■ Entries shown

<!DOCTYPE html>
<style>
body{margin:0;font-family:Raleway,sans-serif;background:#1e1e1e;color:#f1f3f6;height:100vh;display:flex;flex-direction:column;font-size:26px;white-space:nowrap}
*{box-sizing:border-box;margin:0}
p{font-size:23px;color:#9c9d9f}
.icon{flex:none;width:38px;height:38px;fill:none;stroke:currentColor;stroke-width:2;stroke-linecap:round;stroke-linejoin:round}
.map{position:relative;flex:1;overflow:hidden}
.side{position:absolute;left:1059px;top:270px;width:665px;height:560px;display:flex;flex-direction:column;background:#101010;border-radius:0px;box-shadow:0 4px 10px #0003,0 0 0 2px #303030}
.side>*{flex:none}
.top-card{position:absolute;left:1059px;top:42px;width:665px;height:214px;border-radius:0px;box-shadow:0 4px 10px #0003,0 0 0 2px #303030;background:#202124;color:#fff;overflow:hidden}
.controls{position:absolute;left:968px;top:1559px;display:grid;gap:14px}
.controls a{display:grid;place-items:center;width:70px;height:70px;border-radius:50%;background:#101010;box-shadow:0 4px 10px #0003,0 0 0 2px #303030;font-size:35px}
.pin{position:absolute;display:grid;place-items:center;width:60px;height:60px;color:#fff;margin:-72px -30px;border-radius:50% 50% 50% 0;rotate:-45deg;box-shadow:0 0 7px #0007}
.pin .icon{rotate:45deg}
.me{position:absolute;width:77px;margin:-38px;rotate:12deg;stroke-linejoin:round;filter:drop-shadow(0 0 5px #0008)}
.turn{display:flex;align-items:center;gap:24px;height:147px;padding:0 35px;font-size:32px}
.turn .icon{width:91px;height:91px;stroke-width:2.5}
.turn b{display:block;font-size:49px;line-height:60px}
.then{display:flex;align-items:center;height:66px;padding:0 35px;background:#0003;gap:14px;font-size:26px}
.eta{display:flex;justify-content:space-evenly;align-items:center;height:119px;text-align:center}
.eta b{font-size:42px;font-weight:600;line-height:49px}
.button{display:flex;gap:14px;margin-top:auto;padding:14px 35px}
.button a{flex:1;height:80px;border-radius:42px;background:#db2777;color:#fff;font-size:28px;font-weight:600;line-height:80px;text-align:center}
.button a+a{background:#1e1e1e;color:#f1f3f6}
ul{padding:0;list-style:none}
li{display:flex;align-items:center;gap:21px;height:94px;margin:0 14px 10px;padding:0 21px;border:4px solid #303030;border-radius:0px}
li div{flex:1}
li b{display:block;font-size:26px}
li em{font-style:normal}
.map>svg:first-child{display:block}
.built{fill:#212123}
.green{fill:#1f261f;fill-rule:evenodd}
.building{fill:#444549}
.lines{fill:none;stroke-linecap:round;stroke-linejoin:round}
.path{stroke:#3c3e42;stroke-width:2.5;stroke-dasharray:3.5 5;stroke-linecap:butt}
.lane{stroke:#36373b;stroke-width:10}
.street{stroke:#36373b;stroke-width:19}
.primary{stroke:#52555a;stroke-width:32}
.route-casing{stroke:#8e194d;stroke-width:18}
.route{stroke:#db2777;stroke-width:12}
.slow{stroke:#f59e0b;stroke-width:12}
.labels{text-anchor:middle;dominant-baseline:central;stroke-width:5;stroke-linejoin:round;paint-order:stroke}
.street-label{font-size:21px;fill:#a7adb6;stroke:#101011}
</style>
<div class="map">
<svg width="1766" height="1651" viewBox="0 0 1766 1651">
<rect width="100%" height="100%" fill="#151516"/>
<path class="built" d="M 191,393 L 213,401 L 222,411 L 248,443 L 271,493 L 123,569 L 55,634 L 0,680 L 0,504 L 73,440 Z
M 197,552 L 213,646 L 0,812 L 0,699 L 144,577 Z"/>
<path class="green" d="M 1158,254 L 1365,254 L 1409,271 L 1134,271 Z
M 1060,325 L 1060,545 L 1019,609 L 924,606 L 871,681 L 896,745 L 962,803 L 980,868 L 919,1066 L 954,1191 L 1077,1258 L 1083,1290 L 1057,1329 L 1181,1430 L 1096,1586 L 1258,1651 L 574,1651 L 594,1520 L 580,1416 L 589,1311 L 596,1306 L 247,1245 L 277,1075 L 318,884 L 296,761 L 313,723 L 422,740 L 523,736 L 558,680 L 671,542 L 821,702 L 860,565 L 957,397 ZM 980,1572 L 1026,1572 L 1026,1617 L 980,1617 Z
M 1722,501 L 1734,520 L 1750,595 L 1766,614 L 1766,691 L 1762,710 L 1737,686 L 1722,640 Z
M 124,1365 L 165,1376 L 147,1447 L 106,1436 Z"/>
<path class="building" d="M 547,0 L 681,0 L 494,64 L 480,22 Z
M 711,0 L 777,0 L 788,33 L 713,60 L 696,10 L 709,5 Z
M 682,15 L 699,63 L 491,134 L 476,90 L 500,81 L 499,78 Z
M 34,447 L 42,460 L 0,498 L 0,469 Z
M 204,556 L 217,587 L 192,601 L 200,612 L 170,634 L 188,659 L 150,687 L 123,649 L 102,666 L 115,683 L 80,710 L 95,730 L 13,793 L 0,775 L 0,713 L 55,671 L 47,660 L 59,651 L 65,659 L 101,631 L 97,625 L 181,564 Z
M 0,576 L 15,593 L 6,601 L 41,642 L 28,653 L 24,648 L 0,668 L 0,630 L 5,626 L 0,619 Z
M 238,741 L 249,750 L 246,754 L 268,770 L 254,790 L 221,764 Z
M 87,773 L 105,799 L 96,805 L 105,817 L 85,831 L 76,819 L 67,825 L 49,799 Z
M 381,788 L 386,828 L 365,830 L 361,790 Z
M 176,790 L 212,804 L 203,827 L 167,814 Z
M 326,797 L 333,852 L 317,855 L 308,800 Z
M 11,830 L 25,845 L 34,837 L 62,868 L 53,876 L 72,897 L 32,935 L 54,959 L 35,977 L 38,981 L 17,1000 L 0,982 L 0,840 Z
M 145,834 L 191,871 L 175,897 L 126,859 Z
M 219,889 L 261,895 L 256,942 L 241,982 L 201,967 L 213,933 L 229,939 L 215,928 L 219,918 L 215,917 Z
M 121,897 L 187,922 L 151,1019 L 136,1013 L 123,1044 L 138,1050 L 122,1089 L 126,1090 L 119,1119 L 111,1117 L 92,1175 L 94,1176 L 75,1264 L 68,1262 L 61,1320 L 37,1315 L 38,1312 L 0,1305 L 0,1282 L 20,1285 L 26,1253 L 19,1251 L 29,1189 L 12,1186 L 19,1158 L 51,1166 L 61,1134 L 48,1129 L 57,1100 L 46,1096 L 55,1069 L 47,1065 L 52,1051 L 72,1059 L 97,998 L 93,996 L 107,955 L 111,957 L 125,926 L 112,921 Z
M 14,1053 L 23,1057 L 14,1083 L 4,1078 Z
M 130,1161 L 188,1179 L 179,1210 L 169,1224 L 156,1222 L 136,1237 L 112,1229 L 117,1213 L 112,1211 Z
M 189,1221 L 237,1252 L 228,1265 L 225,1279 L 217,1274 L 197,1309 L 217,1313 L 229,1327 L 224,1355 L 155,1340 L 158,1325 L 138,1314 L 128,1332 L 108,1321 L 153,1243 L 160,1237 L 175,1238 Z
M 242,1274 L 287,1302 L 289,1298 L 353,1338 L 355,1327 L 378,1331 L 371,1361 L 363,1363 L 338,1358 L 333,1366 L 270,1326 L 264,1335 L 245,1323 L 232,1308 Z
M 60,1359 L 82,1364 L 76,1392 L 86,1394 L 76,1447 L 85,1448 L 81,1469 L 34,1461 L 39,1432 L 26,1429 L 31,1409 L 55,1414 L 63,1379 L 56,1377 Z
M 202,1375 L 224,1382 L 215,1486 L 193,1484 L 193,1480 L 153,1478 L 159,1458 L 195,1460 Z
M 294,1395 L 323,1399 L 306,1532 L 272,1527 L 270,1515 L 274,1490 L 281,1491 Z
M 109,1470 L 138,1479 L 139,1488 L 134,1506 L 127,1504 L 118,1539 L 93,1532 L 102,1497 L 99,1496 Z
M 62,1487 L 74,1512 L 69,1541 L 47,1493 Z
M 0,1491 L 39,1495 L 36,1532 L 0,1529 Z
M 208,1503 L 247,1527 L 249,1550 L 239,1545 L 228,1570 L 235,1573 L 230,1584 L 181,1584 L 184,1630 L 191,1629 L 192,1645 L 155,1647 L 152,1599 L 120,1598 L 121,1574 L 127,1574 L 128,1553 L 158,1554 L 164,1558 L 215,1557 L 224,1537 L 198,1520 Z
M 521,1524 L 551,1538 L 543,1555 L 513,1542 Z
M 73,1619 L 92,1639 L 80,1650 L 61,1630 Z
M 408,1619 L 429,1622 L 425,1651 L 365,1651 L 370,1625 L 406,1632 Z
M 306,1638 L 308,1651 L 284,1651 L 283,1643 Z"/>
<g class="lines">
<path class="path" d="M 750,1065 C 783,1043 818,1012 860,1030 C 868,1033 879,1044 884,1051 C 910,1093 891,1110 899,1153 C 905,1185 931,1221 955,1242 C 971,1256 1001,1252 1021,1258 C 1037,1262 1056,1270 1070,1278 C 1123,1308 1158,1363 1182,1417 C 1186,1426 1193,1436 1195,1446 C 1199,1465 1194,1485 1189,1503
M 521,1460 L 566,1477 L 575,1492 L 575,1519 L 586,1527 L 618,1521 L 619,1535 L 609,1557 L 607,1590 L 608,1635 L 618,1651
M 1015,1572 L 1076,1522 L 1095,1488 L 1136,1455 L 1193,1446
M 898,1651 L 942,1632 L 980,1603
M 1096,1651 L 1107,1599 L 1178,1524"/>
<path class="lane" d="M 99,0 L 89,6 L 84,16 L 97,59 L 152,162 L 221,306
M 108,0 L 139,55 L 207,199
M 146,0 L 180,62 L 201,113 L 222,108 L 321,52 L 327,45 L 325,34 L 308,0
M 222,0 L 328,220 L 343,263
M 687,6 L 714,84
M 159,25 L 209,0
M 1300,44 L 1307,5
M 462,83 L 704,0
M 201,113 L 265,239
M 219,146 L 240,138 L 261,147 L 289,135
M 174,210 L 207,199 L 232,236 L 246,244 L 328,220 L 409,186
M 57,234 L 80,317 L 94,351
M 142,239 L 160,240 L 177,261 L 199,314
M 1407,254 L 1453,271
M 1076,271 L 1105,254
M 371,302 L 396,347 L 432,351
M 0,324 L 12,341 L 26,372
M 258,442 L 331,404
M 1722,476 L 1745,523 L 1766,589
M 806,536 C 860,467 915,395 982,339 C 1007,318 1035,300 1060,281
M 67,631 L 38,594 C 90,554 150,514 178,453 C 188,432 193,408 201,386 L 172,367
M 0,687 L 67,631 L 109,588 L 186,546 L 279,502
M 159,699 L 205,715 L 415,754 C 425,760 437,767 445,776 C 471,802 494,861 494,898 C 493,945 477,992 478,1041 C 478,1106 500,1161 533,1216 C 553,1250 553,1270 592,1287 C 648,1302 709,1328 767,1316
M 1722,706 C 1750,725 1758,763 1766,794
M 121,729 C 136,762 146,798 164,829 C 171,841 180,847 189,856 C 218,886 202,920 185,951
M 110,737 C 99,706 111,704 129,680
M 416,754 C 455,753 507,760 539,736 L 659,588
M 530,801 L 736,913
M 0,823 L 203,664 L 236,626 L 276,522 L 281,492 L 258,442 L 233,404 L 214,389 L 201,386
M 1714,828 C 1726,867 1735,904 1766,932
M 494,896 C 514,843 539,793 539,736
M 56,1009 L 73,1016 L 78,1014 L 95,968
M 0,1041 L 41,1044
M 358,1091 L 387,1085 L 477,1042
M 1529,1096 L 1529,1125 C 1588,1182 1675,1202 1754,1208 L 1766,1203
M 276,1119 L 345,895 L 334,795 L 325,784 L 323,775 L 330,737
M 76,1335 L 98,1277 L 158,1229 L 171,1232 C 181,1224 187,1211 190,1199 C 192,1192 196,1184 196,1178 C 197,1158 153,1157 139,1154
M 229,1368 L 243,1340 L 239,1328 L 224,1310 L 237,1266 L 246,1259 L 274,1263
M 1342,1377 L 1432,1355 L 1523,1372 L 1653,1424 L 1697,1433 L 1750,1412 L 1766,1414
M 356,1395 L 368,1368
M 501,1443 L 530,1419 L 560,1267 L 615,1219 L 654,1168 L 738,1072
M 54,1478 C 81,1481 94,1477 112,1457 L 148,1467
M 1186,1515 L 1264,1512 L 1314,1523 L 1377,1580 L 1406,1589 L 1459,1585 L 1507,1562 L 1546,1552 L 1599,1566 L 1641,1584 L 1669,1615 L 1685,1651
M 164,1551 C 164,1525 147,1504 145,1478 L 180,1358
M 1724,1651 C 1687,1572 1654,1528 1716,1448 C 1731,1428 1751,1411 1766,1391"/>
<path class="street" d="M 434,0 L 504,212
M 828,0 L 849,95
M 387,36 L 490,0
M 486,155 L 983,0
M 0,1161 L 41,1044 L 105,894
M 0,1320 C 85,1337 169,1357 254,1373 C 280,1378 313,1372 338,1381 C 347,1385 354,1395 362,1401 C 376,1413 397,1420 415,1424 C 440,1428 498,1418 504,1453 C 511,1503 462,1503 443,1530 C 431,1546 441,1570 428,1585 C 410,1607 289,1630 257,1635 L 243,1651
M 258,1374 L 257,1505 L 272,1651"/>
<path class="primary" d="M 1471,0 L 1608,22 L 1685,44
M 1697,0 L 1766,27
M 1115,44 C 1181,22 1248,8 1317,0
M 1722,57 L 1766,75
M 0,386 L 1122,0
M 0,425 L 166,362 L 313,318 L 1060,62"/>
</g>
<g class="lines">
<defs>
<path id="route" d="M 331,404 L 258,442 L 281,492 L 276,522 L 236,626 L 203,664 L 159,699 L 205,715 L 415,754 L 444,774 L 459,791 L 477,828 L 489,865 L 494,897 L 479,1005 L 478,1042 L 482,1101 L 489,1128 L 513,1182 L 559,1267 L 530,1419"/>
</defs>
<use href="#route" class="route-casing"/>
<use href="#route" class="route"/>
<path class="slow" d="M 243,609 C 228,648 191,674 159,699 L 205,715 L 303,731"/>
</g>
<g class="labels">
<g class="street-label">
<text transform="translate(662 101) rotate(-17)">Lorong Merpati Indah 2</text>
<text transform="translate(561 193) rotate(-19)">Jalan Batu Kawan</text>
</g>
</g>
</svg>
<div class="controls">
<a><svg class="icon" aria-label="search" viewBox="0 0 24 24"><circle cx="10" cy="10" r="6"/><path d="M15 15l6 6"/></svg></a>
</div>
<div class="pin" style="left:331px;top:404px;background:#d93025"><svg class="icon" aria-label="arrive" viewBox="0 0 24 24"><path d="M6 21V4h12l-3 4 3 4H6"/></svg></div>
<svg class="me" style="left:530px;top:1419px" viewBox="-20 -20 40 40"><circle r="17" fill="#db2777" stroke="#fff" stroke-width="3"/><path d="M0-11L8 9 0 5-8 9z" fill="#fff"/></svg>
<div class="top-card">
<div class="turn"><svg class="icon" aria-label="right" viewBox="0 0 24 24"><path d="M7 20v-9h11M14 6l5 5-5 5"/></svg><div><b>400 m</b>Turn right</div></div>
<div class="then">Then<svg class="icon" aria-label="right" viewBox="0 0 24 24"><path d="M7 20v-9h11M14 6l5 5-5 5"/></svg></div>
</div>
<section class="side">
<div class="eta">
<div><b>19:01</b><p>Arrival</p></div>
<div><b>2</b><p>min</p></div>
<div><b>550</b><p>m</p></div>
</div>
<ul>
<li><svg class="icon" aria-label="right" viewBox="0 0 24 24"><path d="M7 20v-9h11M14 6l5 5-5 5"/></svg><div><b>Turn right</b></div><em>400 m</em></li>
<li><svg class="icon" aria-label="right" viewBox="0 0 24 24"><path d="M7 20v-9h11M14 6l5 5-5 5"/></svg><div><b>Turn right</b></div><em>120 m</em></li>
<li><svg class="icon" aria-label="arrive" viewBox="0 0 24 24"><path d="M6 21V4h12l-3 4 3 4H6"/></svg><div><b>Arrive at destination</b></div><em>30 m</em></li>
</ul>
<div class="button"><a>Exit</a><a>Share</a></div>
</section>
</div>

■ Instructions to follow
Select all lines with the word "controls" from the entries above.

■ Task result
.controls{position:absolute;left:968px;top:1559px;display:grid;gap:14px}
.controls a{display:grid;place-items:center;width:70px;height:70px;border-radius:50%;background:#101010;box-shadow:0 4px 10px #0003,0 0 0 2px #303030;font-size:35px}
<div class="controls">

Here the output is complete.